-- Opening Marker --

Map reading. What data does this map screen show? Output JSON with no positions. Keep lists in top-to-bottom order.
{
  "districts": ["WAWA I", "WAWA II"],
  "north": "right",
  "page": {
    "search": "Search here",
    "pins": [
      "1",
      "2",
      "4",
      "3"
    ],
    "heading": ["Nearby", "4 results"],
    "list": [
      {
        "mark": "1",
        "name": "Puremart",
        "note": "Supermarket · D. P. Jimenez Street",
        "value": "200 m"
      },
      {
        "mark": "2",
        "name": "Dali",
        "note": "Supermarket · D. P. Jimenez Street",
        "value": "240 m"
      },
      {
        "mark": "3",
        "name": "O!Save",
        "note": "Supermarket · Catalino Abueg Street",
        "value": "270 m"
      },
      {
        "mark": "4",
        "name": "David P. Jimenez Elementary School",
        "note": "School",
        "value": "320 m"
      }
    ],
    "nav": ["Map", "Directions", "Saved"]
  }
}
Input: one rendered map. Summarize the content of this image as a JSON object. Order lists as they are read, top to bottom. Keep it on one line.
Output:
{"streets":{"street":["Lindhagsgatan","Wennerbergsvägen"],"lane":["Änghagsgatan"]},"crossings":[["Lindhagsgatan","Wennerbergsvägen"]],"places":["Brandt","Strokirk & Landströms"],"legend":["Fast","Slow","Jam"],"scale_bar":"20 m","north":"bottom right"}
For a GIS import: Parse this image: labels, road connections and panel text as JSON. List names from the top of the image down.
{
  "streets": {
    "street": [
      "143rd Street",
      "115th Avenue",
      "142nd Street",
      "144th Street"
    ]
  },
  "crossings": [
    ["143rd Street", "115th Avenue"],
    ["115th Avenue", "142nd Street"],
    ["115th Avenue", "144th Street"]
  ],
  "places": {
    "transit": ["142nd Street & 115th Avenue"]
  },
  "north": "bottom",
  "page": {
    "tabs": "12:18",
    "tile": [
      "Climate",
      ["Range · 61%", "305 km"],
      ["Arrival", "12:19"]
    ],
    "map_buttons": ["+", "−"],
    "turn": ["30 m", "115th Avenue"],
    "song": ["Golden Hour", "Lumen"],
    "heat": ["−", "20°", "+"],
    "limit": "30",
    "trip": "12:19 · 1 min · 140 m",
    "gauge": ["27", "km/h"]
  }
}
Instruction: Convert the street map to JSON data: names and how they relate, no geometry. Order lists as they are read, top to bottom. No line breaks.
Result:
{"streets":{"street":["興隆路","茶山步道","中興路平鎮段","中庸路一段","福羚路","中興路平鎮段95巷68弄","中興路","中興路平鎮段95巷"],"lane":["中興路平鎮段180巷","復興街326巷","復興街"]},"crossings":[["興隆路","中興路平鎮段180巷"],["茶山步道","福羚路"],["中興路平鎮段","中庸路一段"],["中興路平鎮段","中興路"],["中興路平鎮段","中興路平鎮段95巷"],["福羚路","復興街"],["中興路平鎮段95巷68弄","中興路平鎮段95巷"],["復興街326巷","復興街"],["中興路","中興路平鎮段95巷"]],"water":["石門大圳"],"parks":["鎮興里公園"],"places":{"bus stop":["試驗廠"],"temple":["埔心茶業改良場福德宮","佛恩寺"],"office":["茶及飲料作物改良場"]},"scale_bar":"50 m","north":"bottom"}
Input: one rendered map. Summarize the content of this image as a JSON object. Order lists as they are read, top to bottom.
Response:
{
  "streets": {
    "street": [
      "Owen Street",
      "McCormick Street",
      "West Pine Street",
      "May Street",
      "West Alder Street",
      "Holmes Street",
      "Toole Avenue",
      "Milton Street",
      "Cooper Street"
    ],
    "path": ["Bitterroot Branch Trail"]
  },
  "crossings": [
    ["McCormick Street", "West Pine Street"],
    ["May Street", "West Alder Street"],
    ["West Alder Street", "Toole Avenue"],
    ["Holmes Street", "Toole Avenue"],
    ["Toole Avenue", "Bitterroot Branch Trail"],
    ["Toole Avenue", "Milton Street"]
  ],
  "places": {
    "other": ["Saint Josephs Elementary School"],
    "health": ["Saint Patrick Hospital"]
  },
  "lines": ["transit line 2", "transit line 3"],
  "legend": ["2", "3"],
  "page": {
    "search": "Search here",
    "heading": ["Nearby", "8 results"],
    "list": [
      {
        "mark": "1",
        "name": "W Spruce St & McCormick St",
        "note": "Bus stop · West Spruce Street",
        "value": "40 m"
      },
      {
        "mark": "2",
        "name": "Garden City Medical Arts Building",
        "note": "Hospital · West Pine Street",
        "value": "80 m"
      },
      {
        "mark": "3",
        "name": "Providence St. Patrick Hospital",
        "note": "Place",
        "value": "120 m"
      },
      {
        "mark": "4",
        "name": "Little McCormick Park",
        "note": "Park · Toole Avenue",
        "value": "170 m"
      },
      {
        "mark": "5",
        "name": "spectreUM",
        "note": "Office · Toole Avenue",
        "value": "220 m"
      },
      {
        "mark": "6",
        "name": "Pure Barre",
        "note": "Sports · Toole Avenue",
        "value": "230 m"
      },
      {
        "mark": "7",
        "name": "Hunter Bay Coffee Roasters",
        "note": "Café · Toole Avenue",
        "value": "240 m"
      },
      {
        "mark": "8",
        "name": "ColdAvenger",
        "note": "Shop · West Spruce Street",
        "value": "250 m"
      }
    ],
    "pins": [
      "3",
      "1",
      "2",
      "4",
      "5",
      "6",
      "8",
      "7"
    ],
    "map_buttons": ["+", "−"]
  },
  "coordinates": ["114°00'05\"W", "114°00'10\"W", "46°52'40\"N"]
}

-- Closing Marker --

- Task brief -
Copy each line of the data above without altering a single character.

- Exercise response -
Map reading. What data does this map screen show? Output JSON with no positions. Keep lists in top-to-bottom order.
{
  "districts": ["WAWA I", "WAWA II"],
  "north": "right",
  "page": {
    "search": "Search here",
    "pins": [
      "1",
      "2",
      "4",
      "3"
    ],
    "heading": ["Nearby", "4 results"],
    "list": [
      {
        "mark": "1",
        "name": "Puremart",
        "note": "Supermarket · D. P. Jimenez Street",
        "value": "200 m"
      },
      {
        "mark": "2",
        "name": "Dali",
        "note": "Supermarket · D. P. Jimenez Street",
        "value": "240 m"
      },
      {
        "mark": "3",
        "name": "O!Save",
        "note": "Supermarket · Catalino Abueg Street",
        "value": "270 m"
      },
      {
        "mark": "4",
        "name": "David P. Jimenez Elementary School",
        "note": "School",
        "value": "320 m"
      }
    ],
    "nav": ["Map", "Directions", "Saved"]
  }
}
Input: one rendered map. Summarize the content of this image as a JSON object. Order lists as they are read, top to bottom. Keep it on one line.
Output:
{"streets":{"street":["Lindhagsgatan","Wennerbergsvägen"],"lane":["Änghagsgatan"]},"crossings":[["Lindhagsgatan","Wennerbergsvägen"]],"places":["Brandt","Strokirk & Landströms"],"legend":["Fast","Slow","Jam"],"scale_bar":"20 m","north":"bottom right"}
For a GIS import: Parse this image: labels, road connections and panel text as JSON. List names from the top of the image down.
{
  "streets": {
    "street": [
      "143rd Street",
      "115th Avenue",
      "142nd Street",
      "144th Street"
    ]
  },
  "crossings": [
    ["143rd Street", "115th Avenue"],
    ["115th Avenue", "142nd Street"],
    ["115th Avenue", "144th Street"]
  ],
  "places": {
    "transit": ["142nd Street & 115th Avenue"]
  },
  "north": "bottom",
  "page": {
    "tabs": "12:18",
    "tile": [
      "Climate",
      ["Range · 61%", "305 km"],
      ["Arrival", "12:19"]
    ],
    "map_buttons": ["+", "−"],
    "turn": ["30 m", "115th Avenue"],
    "song": ["Golden Hour", "Lumen"],
    "heat": ["−", "20°", "+"],
    "limit": "30",
    "trip": "12:19 · 1 min · 140 m",
    "gauge": ["27", "km/h"]
  }
}
Instruction: Convert the street map to JSON data: names and how they relate, no geometry. Order lists as they are read, top to bottom. No line breaks.
Result:
{"streets":{"street":["興隆路","茶山步道","中興路平鎮段","中庸路一段","福羚路","中興路平鎮段95巷68弄","中興路","中興路平鎮段95巷"],"lane":["中興路平鎮段180巷","復興街326巷","復興街"]},"crossings":[["興隆路","中興路平鎮段180巷"],["茶山步道","福羚路"],["中興路平鎮段","中庸路一段"],["中興路平鎮段","中興路"],["中興路平鎮段","中興路平鎮段95巷"],["福羚路","復興街"],["中興路平鎮段95巷68弄","中興路平鎮段95巷"],["復興街326巷","復興街"],["中興路","中興路平鎮段95巷"]],"water":["石門大圳"],"parks":["鎮興里公園"],"places":{"bus stop":["試驗廠"],"temple":["埔心茶業改良場福德宮","佛恩寺"],"office":["茶及飲料作物改良場"]},"scale_bar":"50 m","north":"bottom"}
Input: one rendered map. Summarize the content of this image as a JSON object. Order lists as they are read, top to bottom.
Response:
{
  "streets": {
    "street": [
      "Owen Street",
      "McCormick Street",
      "West Pine Street",
      "May Street",
      "West Alder Street",
      "Holmes Street",
      "Toole Avenue",
      "Milton Street",
      "Cooper Street"
    ],
    "path": ["Bitterroot Branch Trail"]
  },
  "crossings": [
    ["McCormick Street", "West Pine Street"],
    ["May Street", "West Alder Street"],
    ["West Alder Street", "Toole Avenue"],
    ["Holmes Street", "Toole Avenue"],
    ["Toole Avenue", "Bitterroot Branch Trail"],
    ["Toole Avenue", "Milton Street"]
  ],
  "places": {
    "other": ["Saint Josephs Elementary School"],
    "health": ["Saint Patrick Hospital"]
  },
  "lines": ["transit line 2", "transit line 3"],
  "legend": ["2", "3"],
  "page": {
    "search": "Search here",
    "heading": ["Nearby", "8 results"],
    "list": [
      {
        "mark": "1",
        "name": "W Spruce St & McCormick St",
        "note": "Bus stop · West Spruce Street",
        "value": "40 m"
      },
      {
        "mark": "2",
        "name": "Garden City Medical Arts Building",
        "note": "Hospital · West Pine Street",
        "value": "80 m"
      },
      {
        "mark": "3",
        "name": "Providence St. Patrick Hospital",
        "note": "Place",
        "value": "120 m"
      },
      {
        "mark": "4",
        "name": "Little McCormick Park",
        "note": "Park · Toole Avenue",
        "value": "170 m"
      },
      {
        "mark": "5",
        "name": "spectreUM",
        "note": "Office · Toole Avenue",
        "value": "220 m"
      },
      {
        "mark": "6",
        "name": "Pure Barre",
        "note": "Sports · Toole Avenue",
        "value": "230 m"
      },
      {
        "mark": "7",
        "name": "Hunter Bay Coffee Roasters",
        "note": "Café · Toole Avenue",
        "value": "240 m"
      },
      {
        "mark": "8",
        "name": "ColdAvenger",
        "note": "Shop · West Spruce Street",
        "value": "250 m"
      }
    ],
    "pins": [
      "3",
      "1",
      "2",
      "4",
      "5",
      "6",
      "8",
      "7"
    ],
    "map_buttons": ["+", "−"]
  },
  "coordinates": ["114°00'05\"W", "114°00'10\"W", "46°52'40\"N"]
}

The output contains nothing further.